As you can see, I'm using an array of orderectionaries and that I think is the reason my posts for each user are not ordered. How can I resolve this issue.

I am returning this posts_arr object to be stored within another ordereddictionary.

Also, I since the posts text is kind of nested and is a large block of text, I want to make sure that text is also stored in string literal block styles.

Use an ordinary dict (or OrderedDict if you really need to) for each post, and use a list for the collection of all posts. Once you do that, it's a short jump to using a list comprehension to define the return value directly.

def get_posts(user):
    return [{
                'timestamp': post.created_at.strftime("%Y-%m-%d %H:%M %p"),
                'text': post.text,
                'tags': ','.join(list(post.tags.all().values_list('field', flat=True)))
            } for post in user.posts.all()]

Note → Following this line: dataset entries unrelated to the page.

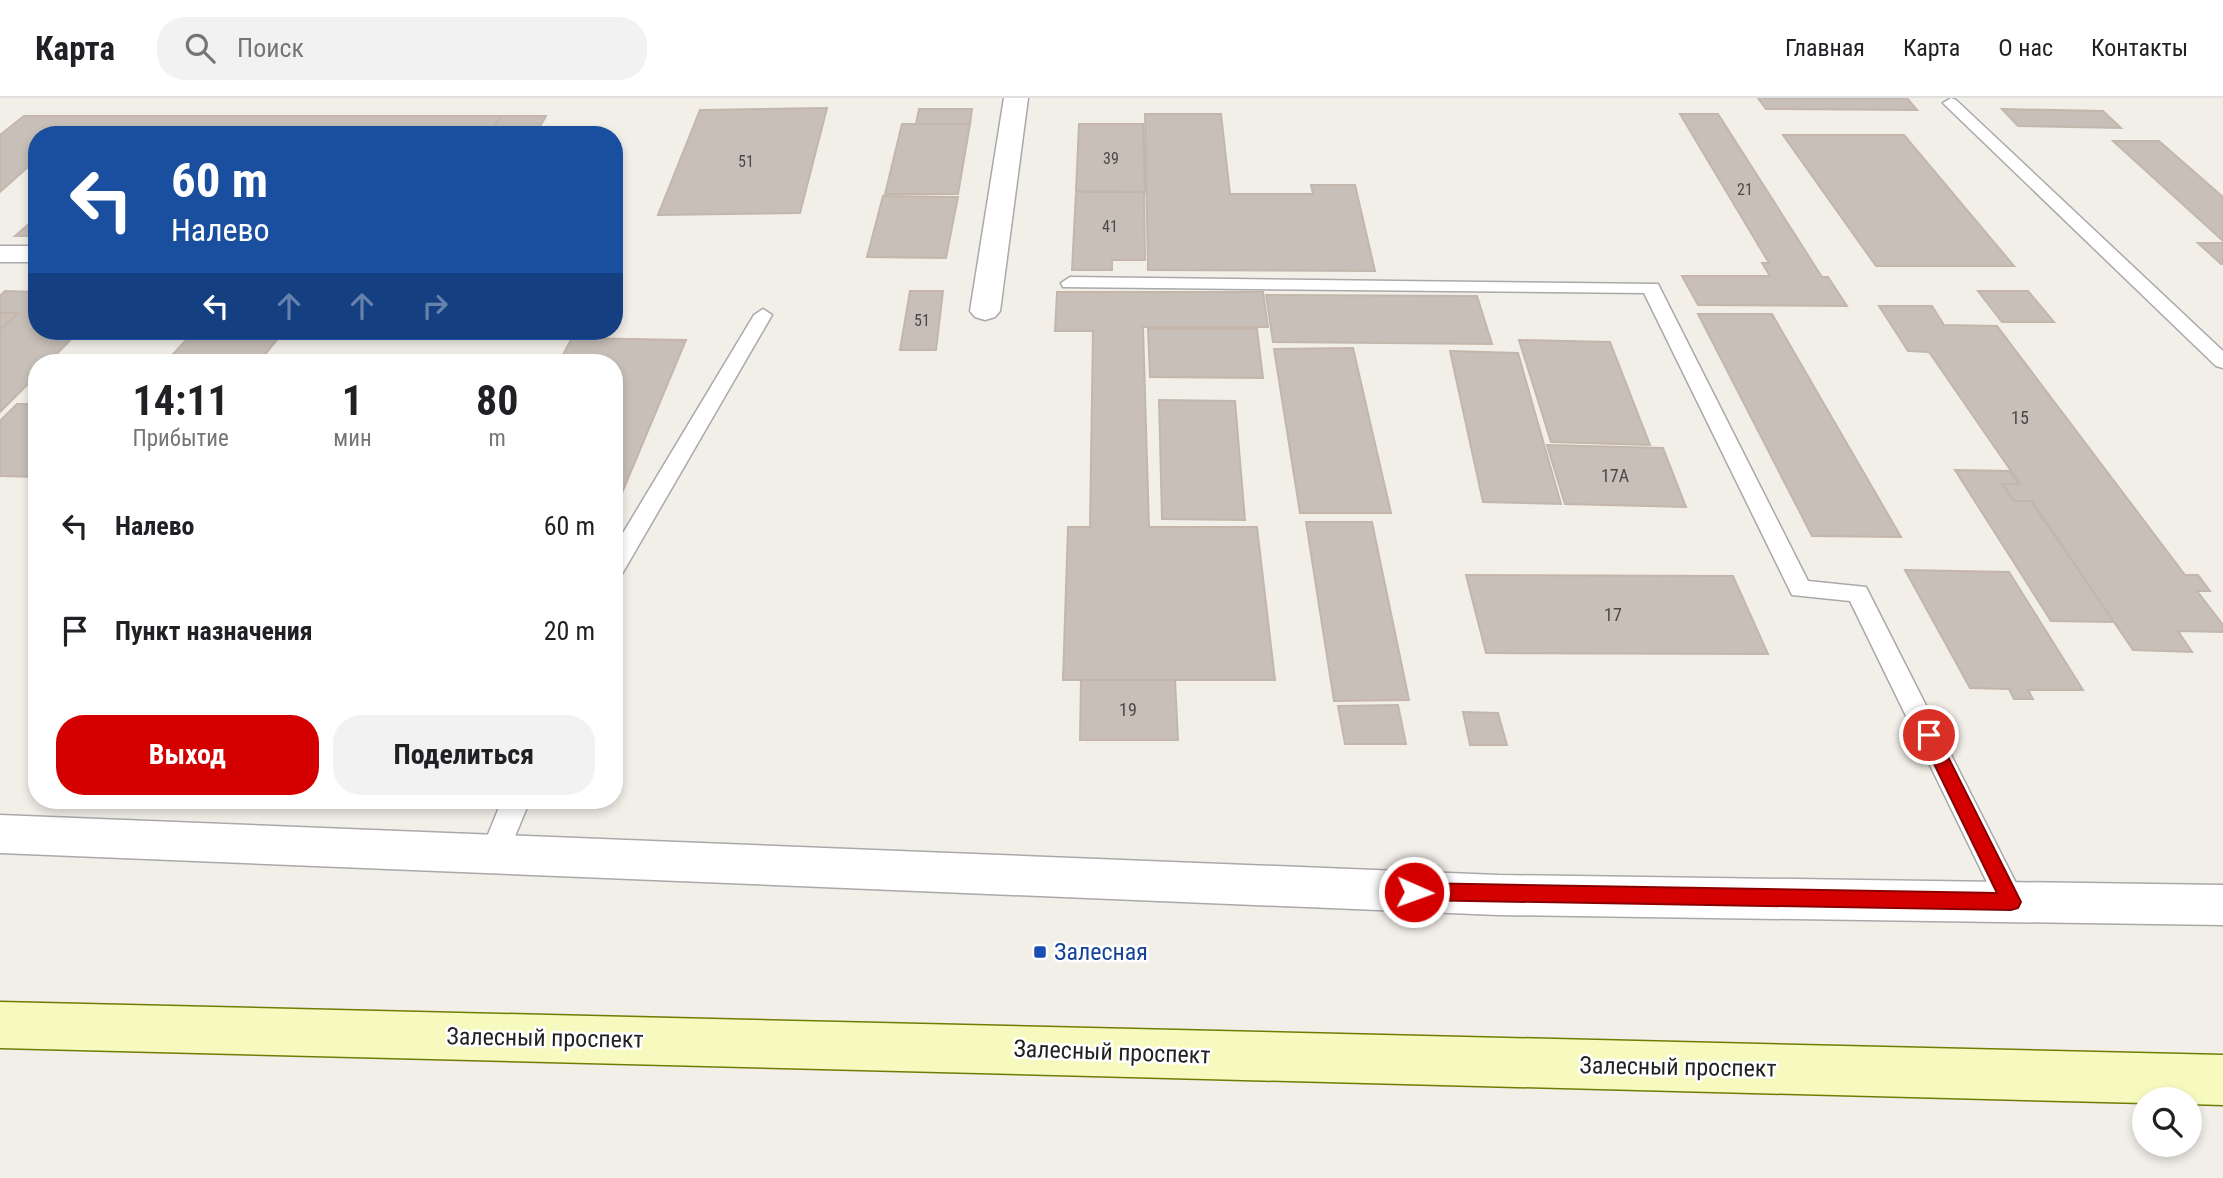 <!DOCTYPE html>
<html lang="ru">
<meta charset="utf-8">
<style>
body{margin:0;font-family:"Roboto Condensed",sans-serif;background:#f2f2f2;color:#202124;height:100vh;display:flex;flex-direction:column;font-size:26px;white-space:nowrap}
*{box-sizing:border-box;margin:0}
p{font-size:23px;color:#757577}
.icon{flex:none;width:38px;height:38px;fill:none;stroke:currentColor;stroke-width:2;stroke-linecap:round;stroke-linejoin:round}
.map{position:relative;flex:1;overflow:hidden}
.panel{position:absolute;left:28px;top:256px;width:595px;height:455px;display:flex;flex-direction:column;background:#fff;border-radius:28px;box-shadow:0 4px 10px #0003}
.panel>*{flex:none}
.banner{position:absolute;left:28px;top:28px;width:595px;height:214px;border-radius:28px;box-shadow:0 4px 10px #0003;background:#1a4fa0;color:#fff;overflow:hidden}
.fabs{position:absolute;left:2132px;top:989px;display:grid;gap:14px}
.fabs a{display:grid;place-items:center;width:70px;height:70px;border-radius:50%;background:#fff;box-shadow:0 4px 10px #0003;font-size:35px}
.pin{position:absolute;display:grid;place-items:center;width:60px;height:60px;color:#fff;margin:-30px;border:4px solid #fff;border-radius:50%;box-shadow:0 2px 7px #0007}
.me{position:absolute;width:77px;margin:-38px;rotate:92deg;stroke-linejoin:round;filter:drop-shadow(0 0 5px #0008)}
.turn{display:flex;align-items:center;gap:24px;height:147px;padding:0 28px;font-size:32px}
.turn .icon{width:91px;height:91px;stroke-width:2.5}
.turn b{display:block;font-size:49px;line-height:60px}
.lanes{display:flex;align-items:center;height:66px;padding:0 28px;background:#0003;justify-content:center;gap:35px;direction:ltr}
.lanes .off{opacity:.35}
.eta{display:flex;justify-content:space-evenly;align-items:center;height:119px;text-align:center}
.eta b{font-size:42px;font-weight:700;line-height:49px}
.primary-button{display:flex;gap:14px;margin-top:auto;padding:14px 28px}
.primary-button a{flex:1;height:80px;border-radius:28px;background:#d40000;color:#fff;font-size:28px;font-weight:700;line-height:80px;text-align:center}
.primary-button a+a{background:#f2f2f2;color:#202124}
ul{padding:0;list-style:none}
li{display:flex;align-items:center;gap:21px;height:105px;padding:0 28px}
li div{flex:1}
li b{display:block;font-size:26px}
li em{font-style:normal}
header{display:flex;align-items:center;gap:42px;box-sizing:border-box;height:98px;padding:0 35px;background:#fff;border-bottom:2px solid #e0e0e0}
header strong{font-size:33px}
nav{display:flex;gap:38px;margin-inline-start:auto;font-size:24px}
.search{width:490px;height:63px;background:#f2f2f2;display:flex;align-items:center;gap:18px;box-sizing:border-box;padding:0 24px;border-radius:28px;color:#757577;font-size:26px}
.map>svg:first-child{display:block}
.building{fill:#c7bfb8;stroke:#c4b6ab;stroke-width:2}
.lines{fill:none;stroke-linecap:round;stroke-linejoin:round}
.lane-casing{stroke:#a9a9a9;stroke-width:3}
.street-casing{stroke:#a9a9a9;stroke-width:3}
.secondary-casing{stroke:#707d05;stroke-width:3}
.lane{fill:#fff;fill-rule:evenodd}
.street{fill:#fff;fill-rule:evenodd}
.secondary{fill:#f7fabf;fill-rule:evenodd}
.route{fill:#d40000;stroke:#8a0000;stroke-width:2}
.transit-dot{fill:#1a4fb4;stroke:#fff;stroke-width:2.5}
.labels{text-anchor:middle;stroke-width:5;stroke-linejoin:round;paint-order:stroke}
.far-number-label{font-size:16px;fill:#4b4948}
.number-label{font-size:18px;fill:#4b4948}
.near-transit-label{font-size:24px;fill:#164399;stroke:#fff;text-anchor:start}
.near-street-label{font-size:24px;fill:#222;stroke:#fff}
</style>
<header>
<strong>Карта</strong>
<div class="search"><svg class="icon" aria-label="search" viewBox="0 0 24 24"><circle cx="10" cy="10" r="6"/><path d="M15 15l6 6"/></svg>Поиск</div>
<nav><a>Главная</a><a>Карта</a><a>О нас</a><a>Контакты</a></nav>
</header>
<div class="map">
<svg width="2223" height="1080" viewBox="0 0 2223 1080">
<rect width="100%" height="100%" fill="#f2efe9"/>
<path class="building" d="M1758 0H1907L1917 12 1766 11Z
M827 10 800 115 658 117 700 12Z
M919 11H972L970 26H916Z
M2002 11 2103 13 2121 30 2018 28Z
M1145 16H1221L1230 96H1313L1311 87H1355L1375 173 1148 172Z
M1680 16H1718L1822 179H1828L1847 208 1698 207 1682 178H1770L1762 165H1769Z
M24 18H501L489 37H37V61L0 94V37Z
M501 18H546L535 37H489Z
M902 26H970L958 96H885Z
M1079 26H1143L1145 94 1076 93Z
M1783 37H1904L2014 168H1876Z
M2113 43H2159L2223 99V143Z
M1076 94H1144L1145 162H1112V172H1072Z
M883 98 958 99 946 160 867 159Z
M37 119V138H15Z
M2198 145H2223V166H2221Z
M5 193 37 194V233H79L49 264H37V277L0 314V232L18 215H0V198Z
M910 193H943L936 252H900Z
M1978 193H2028L2054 224H2002Z
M1057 194H1263L1268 229H1143L1149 429H1257L1275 582H1063L1068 429H1090L1093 233H1055Z
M1266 197 1477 198 1492 246 1273 244Z
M1879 208H1932L1944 227 1997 228 2185 477H2198L2210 493H2197L2223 527V534L2178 533 2192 554 2133 552 2032 403H2014L2003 386H2020L1929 254 1908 253Z
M0 215H18L0 232Z
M1698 216H1772L1901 439 1812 438Z
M1148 231H1257L1263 280 1150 279Z
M194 233H284L259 264H166Z
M572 240 686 242 614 414V264H559Z
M1519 242 1610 244 1650 347 1551 344Z
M1353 250 1391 415H1300L1274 251Z
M1450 253 1518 255 1561 406 1483 404Z
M1159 302 1235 303 1245 422 1162 421Z
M17 306H37V379L0 378V323Z
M1547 347 1663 350 1686 409 1565 406Z
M1955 372 2010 373 2019 386H2002L2014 403H2031L2114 524 2051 523Z
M1306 424H1372L1409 602 1334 603Z
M1905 472 2009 474 2083 592H2028L2033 601H2014L2009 591 1970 590Z
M1466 477 1733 478 1768 556 1486 555Z
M1081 582H1175L1178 642H1080Z
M1398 607 1406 646H1345L1338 608Z
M1463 614 1498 615 1507 647H1470Z"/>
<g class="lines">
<g class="lane-casing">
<path id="lane" d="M1951 0 1956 2 2223 253V270L2216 268 1946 8 1943 5Z
M1070 179 1658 186 1808 483 1866 489 2021 795 2026 804 2021 813 2011 817 2001 813 1850 503 1792 497 1644 195 1063 189 1061 185Z
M763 211 772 217 622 476 614 478V450L754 217Z
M502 702H530L504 765 494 768 484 765 480 756Z"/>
</g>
<g class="street-casing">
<path id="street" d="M1004 0H1028L1000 213 995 219 985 222 975 219 970 213Z
M0 148H37V164H0Z
M0 717 1498 777 2223 787V827L1498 817 0 755Z"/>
</g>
<g class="secondary-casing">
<path id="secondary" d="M0 904 2223 957V1007L2189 1006V1001H2144V1005L0 950Z"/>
</g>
<use href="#lane" class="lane"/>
<use href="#street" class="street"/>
<use href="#secondary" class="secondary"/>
</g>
<path class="route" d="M1929 630 1935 633 2018 798 2021 804 2018 810 2011 812 1414 802 1408 800 1405 794 1408 788 1414 785 1997 795 1920 637Z"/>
<rect class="transit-dot" x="1033" y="847" width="14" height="14" rx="3.5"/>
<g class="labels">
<g class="far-number-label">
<text x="1111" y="66">39</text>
<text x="746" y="69">51</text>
<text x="1745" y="97">21</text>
<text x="1110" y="134">41</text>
<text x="922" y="228">51</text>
</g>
<g class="number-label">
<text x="2020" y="326">15</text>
<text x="1615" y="384">17А</text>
<text x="1613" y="523">17</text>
<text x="1128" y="618">19</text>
</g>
<g class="near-transit-label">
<text x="1054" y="862">Залесная</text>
</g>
<g class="near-street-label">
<text transform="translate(545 940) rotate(1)" y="8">Залесный проспект</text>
<text transform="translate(1112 954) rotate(2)" y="8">Залесный проспект</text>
<text transform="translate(1678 969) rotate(1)" y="8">Залесный проспект</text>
</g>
</g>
</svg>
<div class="fabs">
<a><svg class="icon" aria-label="search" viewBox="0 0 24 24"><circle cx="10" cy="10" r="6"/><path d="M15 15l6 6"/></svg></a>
</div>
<div class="pin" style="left:1929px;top:637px;background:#d93025"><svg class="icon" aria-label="arrive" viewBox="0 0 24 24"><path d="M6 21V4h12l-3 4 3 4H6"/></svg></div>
<svg class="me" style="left:1414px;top:794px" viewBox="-20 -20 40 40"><circle r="17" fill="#d40000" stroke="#fff" stroke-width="3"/><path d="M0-11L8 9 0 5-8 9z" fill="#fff"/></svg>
<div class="banner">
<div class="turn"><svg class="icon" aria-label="left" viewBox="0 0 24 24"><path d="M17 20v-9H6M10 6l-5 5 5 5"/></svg><div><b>60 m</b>Налево</div></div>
<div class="lanes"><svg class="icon" aria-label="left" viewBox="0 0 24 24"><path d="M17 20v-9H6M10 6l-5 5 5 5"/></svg><svg class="icon off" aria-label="ahead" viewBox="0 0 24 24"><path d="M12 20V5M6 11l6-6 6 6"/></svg><svg class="icon off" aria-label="ahead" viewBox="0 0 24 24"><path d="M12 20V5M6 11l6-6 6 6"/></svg><svg class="icon off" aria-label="right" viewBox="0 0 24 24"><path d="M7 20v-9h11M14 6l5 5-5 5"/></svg></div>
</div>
<section class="panel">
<div class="eta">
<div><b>14:11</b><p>Прибытие</p></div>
<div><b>1</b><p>мин</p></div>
<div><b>80</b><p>m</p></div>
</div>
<ul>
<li><svg class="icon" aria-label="left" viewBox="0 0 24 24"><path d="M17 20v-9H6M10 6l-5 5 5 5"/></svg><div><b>Налево</b></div><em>60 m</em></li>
<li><svg class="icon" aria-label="arrive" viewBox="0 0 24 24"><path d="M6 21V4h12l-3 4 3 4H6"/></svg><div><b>Пункт назначения</b></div><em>20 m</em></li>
</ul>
<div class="primary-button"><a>Выход</a><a>Поделиться</a></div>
</section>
</div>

Basically, your issue is a misunderstanding on how ordered dictionaries work in python. The python documentation states that an OrderedDict is a:

dict subclass that remembers the order entries were added

https://docs.python.org/3/library/collections.html#module-collections

Personally, I'd recommend a list of dictionaries created from a pre-sorted list of posts. In this case, it would look something like this if we were to keep the majority of your code as-is:

def get_posts(user):
    posts_arr = []
    sorted_posts = sorted(user.posts.all(), key=(lambda post: post.created_at))  # Sorts the posts based on their created_at date
    for post in sorted_posts:
        temparr = dict()

        temparr['timestamp'] = post.created_at.strftime("%Y-%m-%d %H:%M %p")
        temparr['text'] = post.text
        temparr['tags'] = (',').join(list(post.tags.all().values_list('field',flat=True)))

        posts_arr.append(temparr)

    return posts_arr

You could use list comprehensions to build this list from the sorted one like chepner suggested, but I don't want to change too much.